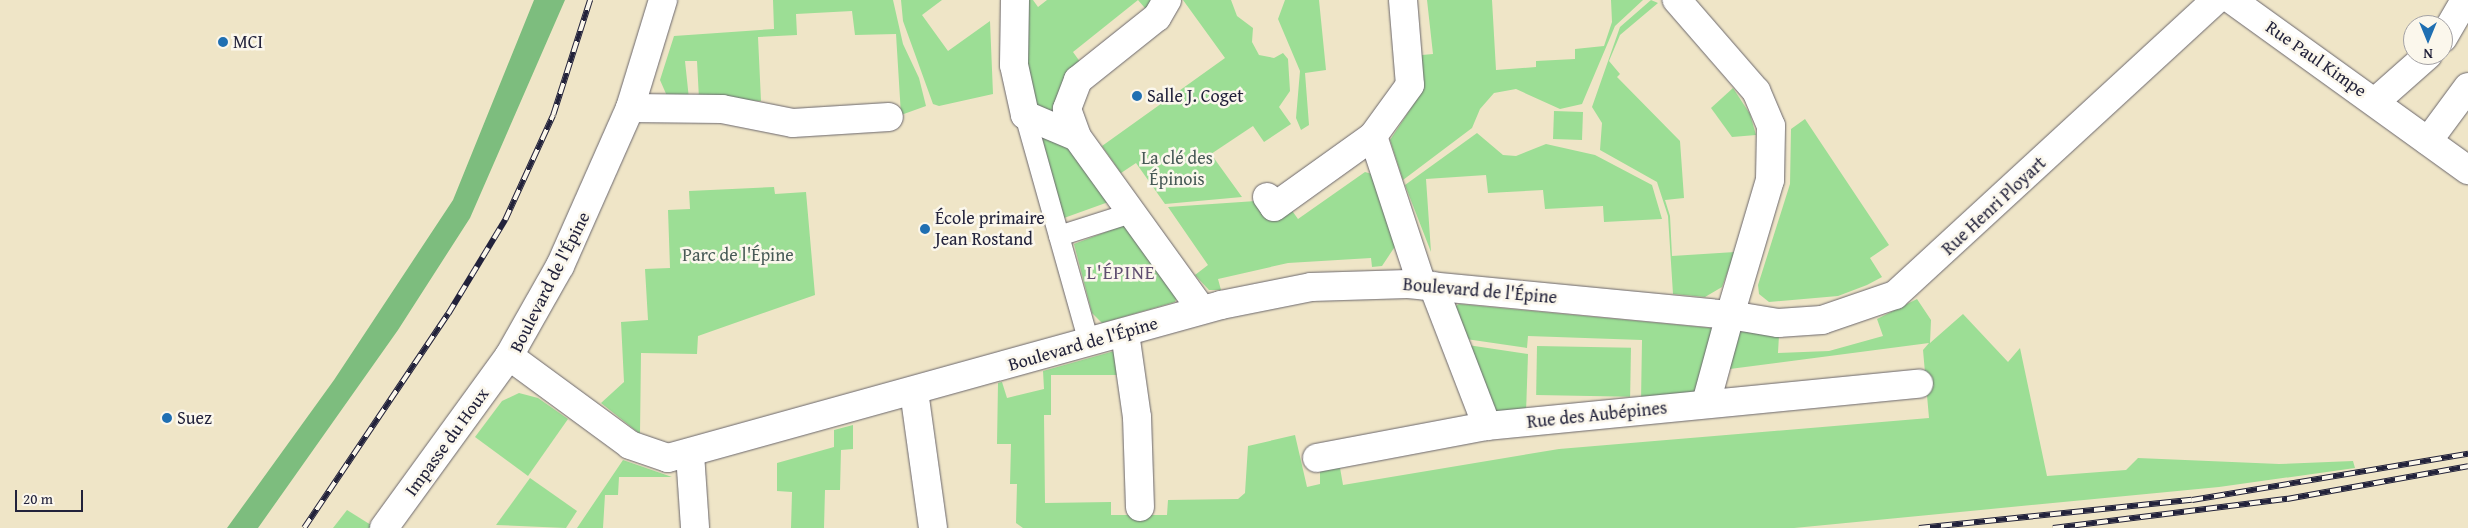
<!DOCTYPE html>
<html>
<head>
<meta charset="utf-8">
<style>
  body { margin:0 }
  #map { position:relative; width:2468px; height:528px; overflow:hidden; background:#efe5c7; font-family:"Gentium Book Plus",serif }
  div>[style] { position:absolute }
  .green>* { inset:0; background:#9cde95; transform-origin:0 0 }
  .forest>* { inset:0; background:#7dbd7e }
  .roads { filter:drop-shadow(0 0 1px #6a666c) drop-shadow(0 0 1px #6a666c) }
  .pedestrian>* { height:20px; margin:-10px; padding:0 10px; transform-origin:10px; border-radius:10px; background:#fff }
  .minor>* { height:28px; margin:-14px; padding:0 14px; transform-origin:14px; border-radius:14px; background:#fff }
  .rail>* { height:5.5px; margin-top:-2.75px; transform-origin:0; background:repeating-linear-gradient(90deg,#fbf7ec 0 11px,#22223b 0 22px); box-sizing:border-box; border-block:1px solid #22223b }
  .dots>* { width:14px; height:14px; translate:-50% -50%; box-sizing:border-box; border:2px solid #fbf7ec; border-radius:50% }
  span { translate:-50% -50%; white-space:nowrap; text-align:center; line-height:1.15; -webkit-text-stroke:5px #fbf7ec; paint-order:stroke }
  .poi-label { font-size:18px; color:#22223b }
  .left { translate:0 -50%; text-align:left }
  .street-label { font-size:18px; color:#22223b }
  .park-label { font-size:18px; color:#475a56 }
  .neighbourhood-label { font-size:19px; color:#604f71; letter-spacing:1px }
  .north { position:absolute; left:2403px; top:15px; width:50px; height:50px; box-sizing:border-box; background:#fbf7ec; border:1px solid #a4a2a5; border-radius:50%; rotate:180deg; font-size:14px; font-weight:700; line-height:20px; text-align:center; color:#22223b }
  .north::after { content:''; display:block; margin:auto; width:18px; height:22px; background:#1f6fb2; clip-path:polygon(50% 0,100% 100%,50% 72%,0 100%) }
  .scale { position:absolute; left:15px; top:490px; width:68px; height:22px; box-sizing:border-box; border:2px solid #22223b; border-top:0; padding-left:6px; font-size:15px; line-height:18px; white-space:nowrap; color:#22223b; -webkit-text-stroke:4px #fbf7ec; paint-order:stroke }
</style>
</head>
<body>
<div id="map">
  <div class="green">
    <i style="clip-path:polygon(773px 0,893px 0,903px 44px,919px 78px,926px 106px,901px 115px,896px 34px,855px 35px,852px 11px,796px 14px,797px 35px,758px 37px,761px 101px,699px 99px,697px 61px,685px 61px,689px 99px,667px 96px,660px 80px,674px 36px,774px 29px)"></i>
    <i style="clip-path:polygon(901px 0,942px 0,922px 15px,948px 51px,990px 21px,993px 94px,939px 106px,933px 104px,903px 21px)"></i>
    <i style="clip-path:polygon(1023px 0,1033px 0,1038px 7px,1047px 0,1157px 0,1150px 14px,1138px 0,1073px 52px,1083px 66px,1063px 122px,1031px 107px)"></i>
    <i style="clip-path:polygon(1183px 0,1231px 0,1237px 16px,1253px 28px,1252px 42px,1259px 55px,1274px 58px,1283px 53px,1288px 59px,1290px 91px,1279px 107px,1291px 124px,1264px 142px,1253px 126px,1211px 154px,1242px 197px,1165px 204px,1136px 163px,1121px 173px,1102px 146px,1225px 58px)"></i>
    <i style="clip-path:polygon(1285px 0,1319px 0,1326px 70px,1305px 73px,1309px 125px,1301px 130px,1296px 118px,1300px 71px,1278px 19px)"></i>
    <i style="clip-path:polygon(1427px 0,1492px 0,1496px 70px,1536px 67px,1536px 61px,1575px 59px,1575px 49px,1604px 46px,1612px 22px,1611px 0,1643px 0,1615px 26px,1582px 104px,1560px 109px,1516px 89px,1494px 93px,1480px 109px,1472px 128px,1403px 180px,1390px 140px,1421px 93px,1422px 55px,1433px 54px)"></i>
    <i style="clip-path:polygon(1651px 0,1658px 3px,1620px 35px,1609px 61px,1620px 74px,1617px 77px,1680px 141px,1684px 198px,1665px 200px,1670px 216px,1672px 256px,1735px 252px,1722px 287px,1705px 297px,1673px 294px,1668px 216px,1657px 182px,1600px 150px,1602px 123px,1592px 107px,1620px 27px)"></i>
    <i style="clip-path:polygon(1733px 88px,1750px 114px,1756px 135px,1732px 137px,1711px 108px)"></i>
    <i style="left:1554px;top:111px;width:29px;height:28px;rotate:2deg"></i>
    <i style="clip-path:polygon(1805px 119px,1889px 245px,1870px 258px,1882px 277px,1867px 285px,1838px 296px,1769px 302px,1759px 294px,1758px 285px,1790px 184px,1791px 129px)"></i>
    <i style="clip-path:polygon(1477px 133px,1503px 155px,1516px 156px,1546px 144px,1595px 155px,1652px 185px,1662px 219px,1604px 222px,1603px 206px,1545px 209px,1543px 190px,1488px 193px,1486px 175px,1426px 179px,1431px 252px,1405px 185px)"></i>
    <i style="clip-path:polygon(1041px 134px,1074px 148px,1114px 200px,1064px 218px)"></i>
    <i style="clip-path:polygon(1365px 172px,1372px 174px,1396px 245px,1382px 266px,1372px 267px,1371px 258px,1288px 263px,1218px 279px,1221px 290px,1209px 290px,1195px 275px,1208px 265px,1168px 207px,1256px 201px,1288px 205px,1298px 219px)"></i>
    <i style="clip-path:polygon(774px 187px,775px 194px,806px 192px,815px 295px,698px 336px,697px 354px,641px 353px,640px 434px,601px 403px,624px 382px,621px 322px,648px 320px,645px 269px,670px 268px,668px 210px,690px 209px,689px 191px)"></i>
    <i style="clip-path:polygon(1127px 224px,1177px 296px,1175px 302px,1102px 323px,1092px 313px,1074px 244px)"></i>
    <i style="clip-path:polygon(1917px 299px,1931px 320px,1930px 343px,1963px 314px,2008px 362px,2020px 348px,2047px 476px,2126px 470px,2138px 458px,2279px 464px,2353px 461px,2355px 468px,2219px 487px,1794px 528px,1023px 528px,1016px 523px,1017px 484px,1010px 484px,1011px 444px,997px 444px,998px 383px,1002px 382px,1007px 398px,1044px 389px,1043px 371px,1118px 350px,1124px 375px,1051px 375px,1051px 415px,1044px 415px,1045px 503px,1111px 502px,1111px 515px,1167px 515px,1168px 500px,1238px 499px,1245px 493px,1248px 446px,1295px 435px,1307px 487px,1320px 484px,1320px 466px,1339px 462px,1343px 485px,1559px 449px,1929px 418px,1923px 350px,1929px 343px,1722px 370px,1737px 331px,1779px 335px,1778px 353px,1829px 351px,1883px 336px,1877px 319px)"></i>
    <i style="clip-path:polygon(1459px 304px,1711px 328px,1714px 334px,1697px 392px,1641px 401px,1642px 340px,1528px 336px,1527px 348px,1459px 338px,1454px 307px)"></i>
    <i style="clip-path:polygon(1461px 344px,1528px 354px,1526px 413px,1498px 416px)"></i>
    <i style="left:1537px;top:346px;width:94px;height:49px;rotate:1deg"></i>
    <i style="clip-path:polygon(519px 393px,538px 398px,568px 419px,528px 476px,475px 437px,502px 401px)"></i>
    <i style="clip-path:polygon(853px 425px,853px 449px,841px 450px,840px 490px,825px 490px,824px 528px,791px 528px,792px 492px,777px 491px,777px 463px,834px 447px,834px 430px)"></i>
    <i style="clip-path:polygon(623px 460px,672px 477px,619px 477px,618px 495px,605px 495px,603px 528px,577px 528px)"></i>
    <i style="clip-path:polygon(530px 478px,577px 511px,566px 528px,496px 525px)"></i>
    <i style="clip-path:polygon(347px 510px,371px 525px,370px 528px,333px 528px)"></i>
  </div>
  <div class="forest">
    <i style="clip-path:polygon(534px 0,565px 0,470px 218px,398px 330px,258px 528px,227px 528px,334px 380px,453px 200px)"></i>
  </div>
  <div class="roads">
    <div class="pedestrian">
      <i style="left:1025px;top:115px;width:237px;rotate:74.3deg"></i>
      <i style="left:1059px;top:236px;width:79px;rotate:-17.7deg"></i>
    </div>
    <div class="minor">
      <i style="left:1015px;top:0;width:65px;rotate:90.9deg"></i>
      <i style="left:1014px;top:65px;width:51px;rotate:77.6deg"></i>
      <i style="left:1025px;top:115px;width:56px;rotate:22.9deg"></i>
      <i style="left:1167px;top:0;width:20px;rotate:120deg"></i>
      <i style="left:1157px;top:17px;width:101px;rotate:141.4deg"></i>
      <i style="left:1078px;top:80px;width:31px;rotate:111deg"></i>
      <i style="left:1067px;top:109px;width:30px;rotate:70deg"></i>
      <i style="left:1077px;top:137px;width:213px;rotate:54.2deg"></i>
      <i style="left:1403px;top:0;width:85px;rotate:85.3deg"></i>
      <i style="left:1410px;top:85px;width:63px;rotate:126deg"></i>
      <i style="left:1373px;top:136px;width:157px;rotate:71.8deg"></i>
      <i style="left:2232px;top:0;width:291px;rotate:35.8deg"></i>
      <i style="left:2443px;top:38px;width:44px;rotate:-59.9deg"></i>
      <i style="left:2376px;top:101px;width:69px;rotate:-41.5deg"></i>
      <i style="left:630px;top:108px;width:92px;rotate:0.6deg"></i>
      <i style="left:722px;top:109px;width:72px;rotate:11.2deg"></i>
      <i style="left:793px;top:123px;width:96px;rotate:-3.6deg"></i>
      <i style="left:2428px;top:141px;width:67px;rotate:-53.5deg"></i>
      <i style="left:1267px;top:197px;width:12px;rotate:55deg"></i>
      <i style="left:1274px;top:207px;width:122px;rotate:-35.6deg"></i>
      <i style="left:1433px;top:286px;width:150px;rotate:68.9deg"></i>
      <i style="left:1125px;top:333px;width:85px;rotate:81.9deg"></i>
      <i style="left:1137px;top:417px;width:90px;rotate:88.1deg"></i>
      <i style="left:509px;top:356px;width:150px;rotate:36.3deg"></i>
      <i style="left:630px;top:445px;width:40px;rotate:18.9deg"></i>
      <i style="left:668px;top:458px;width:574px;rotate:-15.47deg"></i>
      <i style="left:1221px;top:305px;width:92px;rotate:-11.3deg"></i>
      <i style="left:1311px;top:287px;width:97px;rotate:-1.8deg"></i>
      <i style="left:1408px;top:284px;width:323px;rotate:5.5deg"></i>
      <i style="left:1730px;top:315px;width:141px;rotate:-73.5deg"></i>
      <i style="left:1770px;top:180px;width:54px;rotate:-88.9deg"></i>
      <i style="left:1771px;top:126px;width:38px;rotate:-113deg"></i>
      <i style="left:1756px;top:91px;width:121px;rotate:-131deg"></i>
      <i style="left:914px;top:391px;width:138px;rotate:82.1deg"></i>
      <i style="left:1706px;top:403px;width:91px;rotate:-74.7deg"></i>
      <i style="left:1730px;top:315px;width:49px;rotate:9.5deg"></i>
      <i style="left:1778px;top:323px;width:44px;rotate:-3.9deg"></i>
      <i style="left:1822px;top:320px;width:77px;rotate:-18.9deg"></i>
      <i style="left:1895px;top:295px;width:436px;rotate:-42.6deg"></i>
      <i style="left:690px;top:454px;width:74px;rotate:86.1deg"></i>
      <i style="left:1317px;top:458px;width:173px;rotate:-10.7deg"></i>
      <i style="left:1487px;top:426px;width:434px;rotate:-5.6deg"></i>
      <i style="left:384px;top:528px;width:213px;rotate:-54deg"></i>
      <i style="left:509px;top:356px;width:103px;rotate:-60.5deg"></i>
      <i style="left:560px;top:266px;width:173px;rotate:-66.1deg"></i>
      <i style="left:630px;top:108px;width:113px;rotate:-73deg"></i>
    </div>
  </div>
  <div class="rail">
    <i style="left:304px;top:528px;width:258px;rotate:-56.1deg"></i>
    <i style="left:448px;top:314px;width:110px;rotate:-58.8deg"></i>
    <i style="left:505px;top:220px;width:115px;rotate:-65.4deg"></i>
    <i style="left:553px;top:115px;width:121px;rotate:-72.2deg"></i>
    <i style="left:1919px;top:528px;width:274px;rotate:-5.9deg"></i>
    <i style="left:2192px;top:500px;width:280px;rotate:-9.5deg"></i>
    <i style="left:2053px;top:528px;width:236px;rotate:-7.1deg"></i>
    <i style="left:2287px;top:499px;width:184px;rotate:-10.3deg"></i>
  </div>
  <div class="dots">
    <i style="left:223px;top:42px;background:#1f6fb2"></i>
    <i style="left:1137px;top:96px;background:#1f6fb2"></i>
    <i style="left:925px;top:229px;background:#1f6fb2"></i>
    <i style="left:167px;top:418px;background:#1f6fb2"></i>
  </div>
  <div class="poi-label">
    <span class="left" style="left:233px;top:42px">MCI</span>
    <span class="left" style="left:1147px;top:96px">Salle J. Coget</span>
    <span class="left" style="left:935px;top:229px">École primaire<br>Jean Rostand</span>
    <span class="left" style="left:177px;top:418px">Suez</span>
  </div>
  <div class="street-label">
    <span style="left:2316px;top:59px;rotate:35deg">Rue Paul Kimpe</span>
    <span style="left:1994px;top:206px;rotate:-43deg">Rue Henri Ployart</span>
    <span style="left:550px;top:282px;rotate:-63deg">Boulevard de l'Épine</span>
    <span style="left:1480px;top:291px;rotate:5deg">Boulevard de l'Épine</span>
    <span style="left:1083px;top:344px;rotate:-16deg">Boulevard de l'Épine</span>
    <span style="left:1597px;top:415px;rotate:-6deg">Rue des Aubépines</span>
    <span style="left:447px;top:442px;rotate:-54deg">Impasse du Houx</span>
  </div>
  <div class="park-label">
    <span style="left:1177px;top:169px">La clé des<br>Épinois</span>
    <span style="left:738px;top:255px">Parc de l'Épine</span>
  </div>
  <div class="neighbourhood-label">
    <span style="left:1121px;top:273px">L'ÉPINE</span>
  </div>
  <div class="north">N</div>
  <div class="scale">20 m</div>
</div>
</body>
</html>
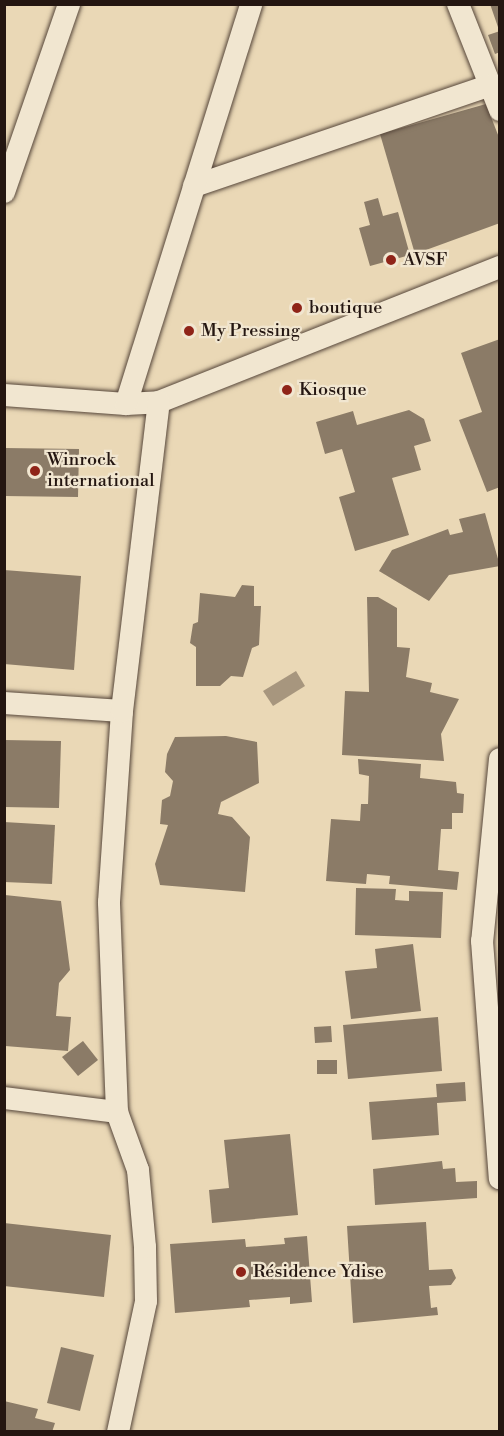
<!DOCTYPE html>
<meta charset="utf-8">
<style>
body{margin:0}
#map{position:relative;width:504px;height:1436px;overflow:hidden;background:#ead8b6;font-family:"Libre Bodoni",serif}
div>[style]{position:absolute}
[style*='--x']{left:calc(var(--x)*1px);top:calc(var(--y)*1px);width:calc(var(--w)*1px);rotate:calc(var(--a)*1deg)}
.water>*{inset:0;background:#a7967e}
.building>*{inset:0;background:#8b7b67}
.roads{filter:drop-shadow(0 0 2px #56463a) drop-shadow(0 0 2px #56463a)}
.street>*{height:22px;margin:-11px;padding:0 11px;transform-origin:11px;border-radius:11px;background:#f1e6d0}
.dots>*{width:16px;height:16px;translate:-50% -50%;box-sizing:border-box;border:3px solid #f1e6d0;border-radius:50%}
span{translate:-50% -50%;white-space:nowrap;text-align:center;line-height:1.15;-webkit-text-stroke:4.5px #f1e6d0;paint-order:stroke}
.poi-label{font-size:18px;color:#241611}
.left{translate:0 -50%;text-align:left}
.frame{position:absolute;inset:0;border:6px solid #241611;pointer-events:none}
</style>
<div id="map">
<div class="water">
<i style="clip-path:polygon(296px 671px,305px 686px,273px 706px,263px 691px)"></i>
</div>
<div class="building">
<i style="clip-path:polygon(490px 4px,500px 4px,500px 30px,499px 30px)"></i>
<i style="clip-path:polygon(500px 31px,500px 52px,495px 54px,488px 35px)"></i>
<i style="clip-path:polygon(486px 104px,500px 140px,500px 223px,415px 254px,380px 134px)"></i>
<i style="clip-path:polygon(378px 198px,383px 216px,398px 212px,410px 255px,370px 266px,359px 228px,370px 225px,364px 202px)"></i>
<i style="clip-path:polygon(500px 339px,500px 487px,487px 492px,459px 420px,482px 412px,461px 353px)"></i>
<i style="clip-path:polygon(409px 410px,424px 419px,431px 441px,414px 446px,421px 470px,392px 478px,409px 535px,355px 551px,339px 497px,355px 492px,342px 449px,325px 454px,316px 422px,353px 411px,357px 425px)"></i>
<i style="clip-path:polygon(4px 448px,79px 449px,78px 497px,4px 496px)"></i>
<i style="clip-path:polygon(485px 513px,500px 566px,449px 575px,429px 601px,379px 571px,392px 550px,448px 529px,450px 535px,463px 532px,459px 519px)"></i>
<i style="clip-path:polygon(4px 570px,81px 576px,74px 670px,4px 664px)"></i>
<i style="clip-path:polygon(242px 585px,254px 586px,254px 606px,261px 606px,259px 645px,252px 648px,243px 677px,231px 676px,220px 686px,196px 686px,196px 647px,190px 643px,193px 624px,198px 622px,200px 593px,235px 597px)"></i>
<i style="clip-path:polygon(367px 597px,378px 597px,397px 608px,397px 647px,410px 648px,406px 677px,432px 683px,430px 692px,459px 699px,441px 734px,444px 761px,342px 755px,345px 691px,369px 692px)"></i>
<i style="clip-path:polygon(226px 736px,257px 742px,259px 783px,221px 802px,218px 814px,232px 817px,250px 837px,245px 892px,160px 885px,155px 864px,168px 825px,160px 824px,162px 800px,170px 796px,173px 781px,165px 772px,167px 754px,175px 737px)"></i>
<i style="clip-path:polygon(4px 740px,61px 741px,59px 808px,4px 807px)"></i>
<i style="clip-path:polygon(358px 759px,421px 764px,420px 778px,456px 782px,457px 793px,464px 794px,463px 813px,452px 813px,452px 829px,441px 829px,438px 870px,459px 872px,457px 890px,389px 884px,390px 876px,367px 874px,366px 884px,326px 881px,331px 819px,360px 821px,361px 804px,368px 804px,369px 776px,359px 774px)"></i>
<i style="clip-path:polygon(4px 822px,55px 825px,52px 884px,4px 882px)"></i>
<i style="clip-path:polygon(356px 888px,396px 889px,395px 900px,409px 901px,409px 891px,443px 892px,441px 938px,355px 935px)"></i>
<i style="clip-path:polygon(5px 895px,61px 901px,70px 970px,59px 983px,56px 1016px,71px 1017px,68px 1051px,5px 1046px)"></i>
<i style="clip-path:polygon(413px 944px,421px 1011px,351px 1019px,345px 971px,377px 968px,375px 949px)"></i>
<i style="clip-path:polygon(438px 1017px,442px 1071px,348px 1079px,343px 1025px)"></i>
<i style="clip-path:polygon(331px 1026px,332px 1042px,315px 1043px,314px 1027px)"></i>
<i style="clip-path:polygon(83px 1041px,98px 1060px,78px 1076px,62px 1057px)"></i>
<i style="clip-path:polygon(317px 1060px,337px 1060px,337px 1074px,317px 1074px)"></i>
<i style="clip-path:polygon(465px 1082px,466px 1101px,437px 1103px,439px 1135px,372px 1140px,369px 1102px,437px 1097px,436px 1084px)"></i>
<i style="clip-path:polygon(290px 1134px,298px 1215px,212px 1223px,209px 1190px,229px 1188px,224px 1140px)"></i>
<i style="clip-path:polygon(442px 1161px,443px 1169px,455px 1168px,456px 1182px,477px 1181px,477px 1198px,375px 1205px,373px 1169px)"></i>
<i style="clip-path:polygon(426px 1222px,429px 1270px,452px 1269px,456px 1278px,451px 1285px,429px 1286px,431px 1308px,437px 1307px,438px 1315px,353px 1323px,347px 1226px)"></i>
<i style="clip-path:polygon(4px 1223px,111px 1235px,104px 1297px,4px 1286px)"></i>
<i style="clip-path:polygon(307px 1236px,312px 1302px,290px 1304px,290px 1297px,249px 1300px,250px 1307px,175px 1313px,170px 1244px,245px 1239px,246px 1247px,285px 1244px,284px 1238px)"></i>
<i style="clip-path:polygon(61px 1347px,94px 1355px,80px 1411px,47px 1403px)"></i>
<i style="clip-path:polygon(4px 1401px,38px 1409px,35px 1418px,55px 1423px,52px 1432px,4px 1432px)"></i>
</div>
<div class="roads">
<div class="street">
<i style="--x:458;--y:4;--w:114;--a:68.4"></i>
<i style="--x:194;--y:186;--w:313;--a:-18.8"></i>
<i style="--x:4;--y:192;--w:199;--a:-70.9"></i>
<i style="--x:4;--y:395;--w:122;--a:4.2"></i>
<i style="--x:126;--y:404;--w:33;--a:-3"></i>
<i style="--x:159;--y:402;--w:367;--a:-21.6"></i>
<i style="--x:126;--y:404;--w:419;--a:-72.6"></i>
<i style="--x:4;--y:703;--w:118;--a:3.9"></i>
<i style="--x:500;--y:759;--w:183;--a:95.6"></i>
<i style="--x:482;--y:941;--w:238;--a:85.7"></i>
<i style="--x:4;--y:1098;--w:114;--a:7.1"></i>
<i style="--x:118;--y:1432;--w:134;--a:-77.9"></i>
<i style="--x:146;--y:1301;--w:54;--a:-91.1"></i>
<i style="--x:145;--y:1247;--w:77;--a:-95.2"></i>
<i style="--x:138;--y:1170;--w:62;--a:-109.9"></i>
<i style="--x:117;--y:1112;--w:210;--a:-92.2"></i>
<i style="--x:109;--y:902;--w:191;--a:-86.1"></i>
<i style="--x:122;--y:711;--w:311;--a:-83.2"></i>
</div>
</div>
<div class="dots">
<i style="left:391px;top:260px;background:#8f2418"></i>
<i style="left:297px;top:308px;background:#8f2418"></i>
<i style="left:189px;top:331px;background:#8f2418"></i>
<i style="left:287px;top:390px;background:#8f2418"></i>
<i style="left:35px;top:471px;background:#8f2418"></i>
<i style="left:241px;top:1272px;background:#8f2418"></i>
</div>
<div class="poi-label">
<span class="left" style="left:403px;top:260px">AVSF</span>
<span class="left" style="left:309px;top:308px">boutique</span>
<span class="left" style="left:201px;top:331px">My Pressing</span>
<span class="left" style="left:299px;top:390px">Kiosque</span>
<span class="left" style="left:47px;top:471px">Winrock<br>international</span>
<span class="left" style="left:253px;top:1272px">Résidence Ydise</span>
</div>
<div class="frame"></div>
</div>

■ Problem description:
What is needed is an exact copy of the lines from the start of the records through the line containing "filter:drop-shadow(0 0 1px", with no pictures.

■ Solution to the problem:
<!DOCTYPE html>
<html>
<head>
<meta charset="utf-8">
<style>
  body { margin:0 }
  #map { position:relative; width:2468px; height:528px; overflow:hidden; background:#efe5c7; font-family:"Gentium Book Plus",serif }
  div>[style] { position:absolute }
  .green>* { inset:0; background:#9cde95; transform-origin:0 0 }
  .forest>* { inset:0; background:#7dbd7e }
  .roads { filter:drop-shadow(0 0 1px #6a666c) drop-shadow(0 0 1px #6a666c) }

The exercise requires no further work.